> _PROBLEM TO SOLVE_
Report each line of the data that has "content" somewhere in it.

> _RECORDED INFORMATION_

━━━━━━━━━━━━━━━━

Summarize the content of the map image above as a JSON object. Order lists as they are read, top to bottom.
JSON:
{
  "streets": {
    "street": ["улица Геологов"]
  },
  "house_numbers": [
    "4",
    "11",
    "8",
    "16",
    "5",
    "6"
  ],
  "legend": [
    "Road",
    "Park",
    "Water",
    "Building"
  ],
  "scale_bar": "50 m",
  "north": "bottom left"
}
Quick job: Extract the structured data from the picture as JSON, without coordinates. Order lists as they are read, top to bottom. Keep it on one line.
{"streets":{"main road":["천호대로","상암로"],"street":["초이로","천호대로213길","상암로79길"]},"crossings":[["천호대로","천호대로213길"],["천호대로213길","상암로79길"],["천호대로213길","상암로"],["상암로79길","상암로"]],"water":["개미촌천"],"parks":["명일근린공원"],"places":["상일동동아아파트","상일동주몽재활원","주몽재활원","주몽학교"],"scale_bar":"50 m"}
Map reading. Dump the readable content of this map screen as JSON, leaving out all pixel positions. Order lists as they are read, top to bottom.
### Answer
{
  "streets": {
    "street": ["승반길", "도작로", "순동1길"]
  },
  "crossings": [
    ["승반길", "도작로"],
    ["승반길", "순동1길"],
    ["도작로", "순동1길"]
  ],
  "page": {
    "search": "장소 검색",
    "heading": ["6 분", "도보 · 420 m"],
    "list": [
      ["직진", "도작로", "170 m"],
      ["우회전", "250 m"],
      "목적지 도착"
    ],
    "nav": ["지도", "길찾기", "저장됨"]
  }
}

━━━━━━━━━━━━━━━━

> _RESULT OF THE EXERCISE_
Summarize the content of the map image above as a JSON object. Order lists as they are read, top to bottom.
Map reading. Dump the readable content of this map screen as JSON, leaving out all pixel positions. Order lists as they are read, top to bottom.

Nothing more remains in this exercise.